監督は『パビリオン山椒魚』の冨永昌敬、音楽は菊池成孔、出演は染谷将太川上未映子仲里依紗窪塚洋介etc.。原作は太宰の同名の小説。初日舞台挨拶付きの回@テアトル新宿を観に行きました。川上未映子目当てで舞台挨拶を観に行ったのですが、いまや女優な川上未映子の美人さを再確認した以外には、主演の染谷将太がまったく冴えない感じの青年で逆に好感を持ったのと、窪塚洋介のスタイルのよさにビビりました。あとはふかわりょうが意外と身長が高くてカッコよかったです。
映画の感想はなんというか、うーむ、という感じ。
映画を通じて主人公ひばり(染谷)による語りが多く入るのですが、それが友人であるつくし(窪塚)に宛てた手紙だったり、あるいは独白だったりして語りの形式が安定しないことと、加えて全編アフレコであることが映画を「主観的」に仕上げていることによって、観客はどのように映画に関わっていいのかよくわからなくなっているように思う。観客に小説を読んでいるような感覚で映画を見せたかったのではないかと思うけれど、であるならば最初と最後の竹さん(川上)のバスのシーンはいらなかったのではないだろうか。あのシーンは単体では間違いなく素晴らしいけれど、映画を通して観ている観客にとっては混乱の種となっているに感じた。

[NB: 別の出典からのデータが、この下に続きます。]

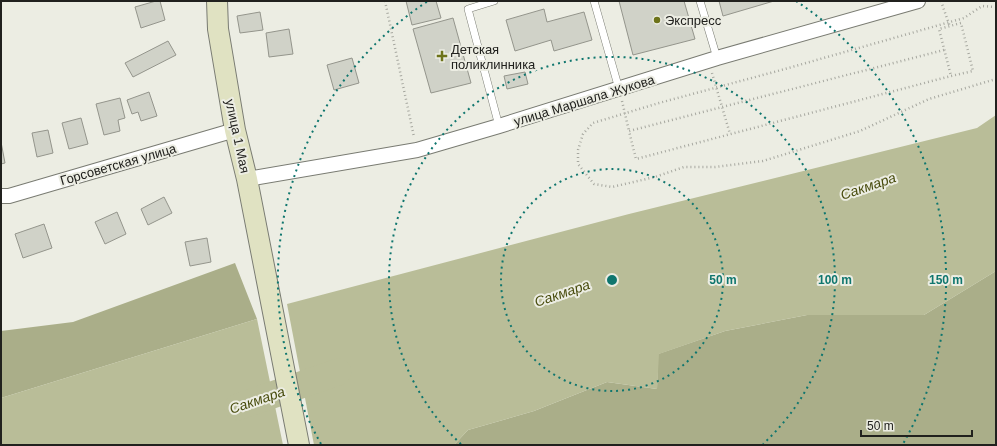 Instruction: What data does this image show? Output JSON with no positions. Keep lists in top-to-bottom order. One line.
{"streets":{"main road":["улица 1 Мая"],"street":["улица Маршала Жукова","Горсоветская улица"]},"crossings":[["улица Маршала Жукова","улица 1 Мая"],["улица 1 Мая","Горсоветская улица"]],"water":["Сакмара"],"places":{"other":["Экспресс"],"health":["Детская поликлинника"]},"scale_bar":"50 m","rings":["50 m","100 m","150 m"]} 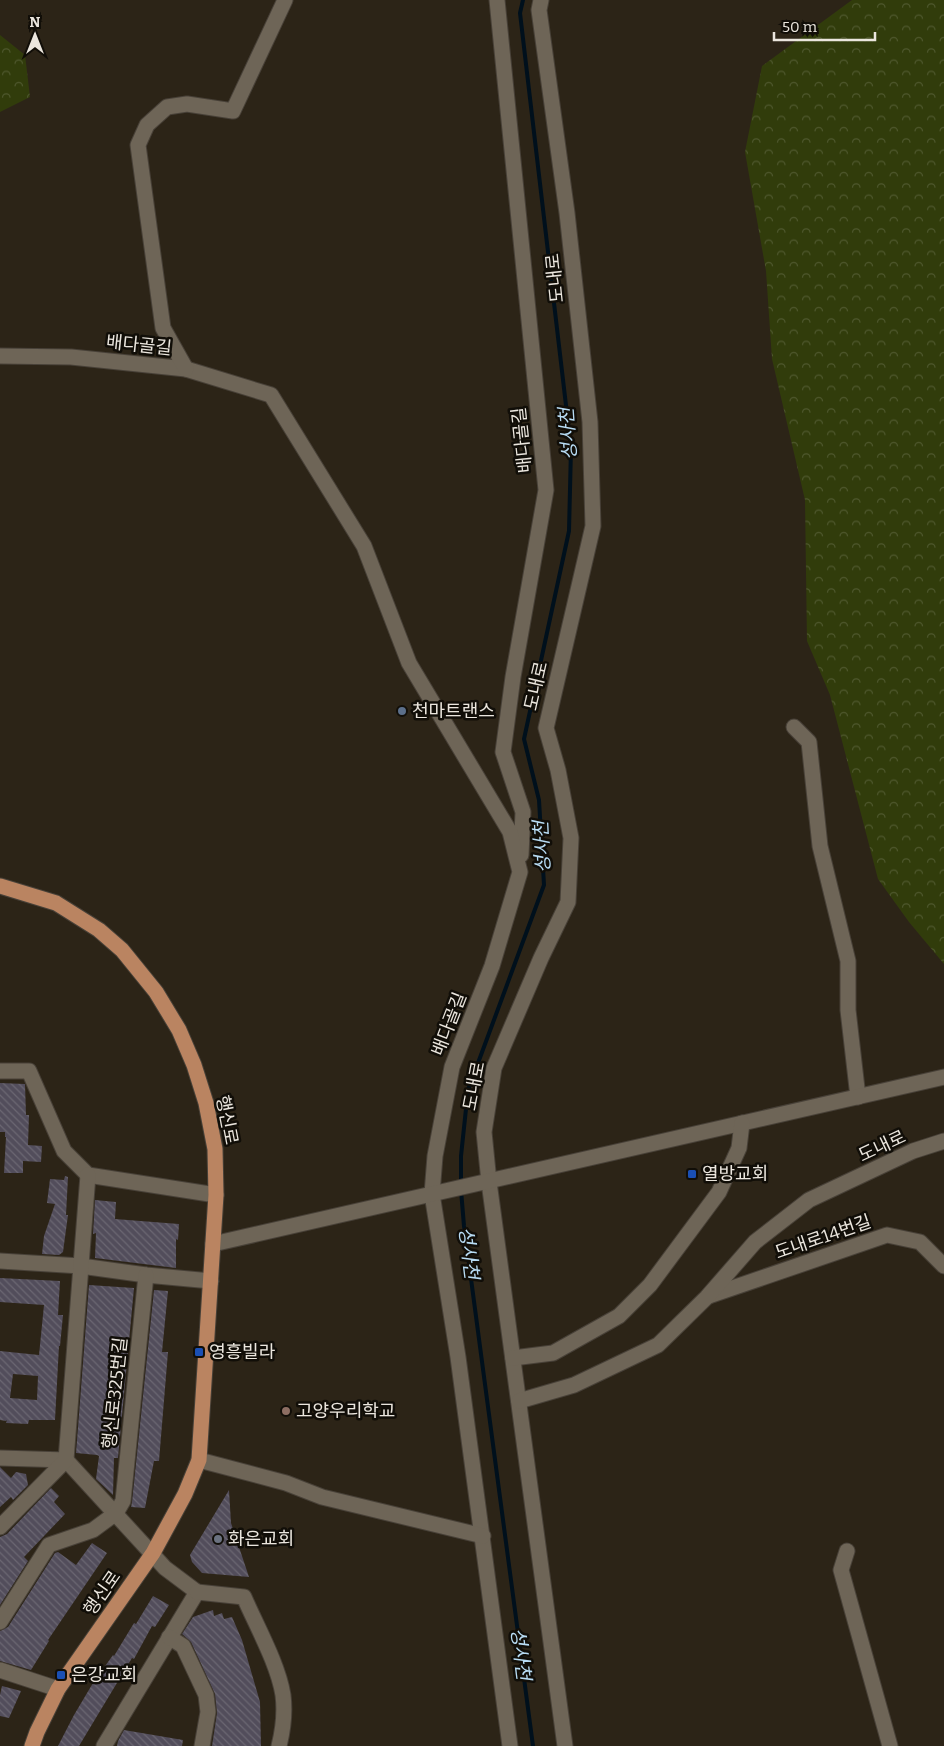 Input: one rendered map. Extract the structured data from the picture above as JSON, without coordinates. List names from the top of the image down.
{
  "streets": {
    "main road": ["행신로"],
    "street": [
      "도내로",
      "배다골길",
      "도내로14번길",
      "행신로325번길"
    ]
  },
  "crossings": [
    ["도내로", "도내로14번길"]
  ],
  "water": ["성사천"],
  "places": {
    "other": ["천마트랜스", "고양우리학교", "화은교회"],
    "transit": ["열방교회", "영흥빌라", "은강교회"]
  },
  "scale_bar": "50 m",
  "north": "top"
} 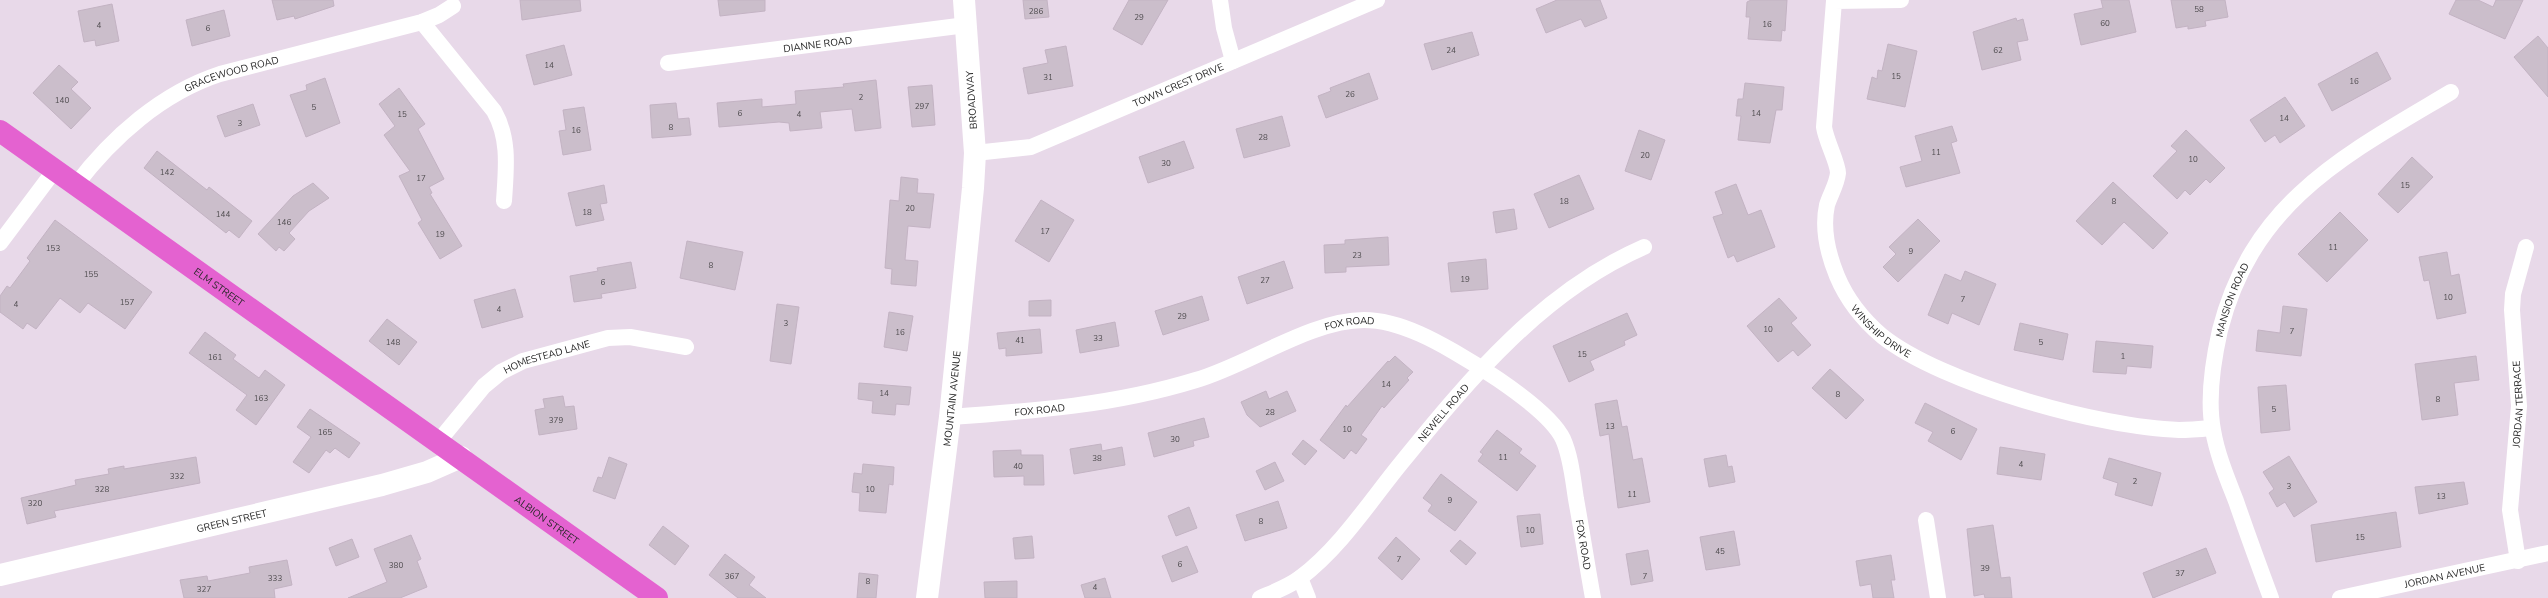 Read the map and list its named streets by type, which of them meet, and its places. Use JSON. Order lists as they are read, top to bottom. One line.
{"streets":{"main road":["BROADWAY","ELM STREET","MOUNTAIN AVENUE","ALBION STREET","GREEN STREET"],"street":["DIANNE ROAD","GRACEWOOD ROAD","TOWN CREST DRIVE","MANSION ROAD","FOX ROAD","WINSHIP DRIVE","HOMESTEAD LANE","JORDAN TERRACE","NEWELL ROAD","JORDAN AVENUE"]},"crossings":[["DIANNE ROAD","BROADWAY"],["GRACEWOOD ROAD","ELM STREET"],["TOWN CREST DRIVE","BROADWAY"],["BROADWAY","MOUNTAIN AVENUE"],["ELM STREET","HOMESTEAD LANE"],["ELM STREET","ALBION STREET"],["MANSION ROAD","WINSHIP DRIVE"],["FOX ROAD","MOUNTAIN AVENUE"],["FOX ROAD","NEWELL ROAD"],["HOMESTEAD LANE","ALBION STREET"],["JORDAN TERRACE","JORDAN AVENUE"],["ALBION STREET","GREEN STREET"]],"house_numbers":["58","286","29","60","16","4","6","24","62","14","15","31","16","26","2","140","297","5","6","14","15","4","14","3","8","16","28","11","20","10","30","142","17","15","18","8","20","18","144","146","17","19","11","153","9","23","8","155","19","27","6","10","7","157","4","4","29","3","10","7","16","33","41","148","5","15","1","161","14","14","8","163","8","5","28","379","13","10","6","165","30","11","38","4","40","332","2","3","328","10","11","13","9","320","8","10","15","45","7","6","380","39","37","367","7","333","8","4","327"]}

とは言え、舞台である「健康道場」の昭和的美しさや、個々の登場人物たちはさすが富永監督、とても魅力的に描けていた。登場人物たちの背景や心情をこちら側で想像しないと話が理解できないので、そもそも何度が繰り返して観るべき映画なのかも。というか、もしかしたら原作を読んでいればすごく味わい深い作品であって、太宰もちゃんと読んでいない僕が悪いのかもしれないですね。うーむ。*1

*1:ところで劇中でひばり(染谷)が床掃除中の竹さん(川上)のお尻に魅入られているシーンが二回あるのだけれど、前にVOGUEか何かの雑誌のグラビアでお尻を出していたことといい、川上未映子はお尻キャラで売っていこうとしている、あるいは既にお尻キャラとして定着しているのでしょうか?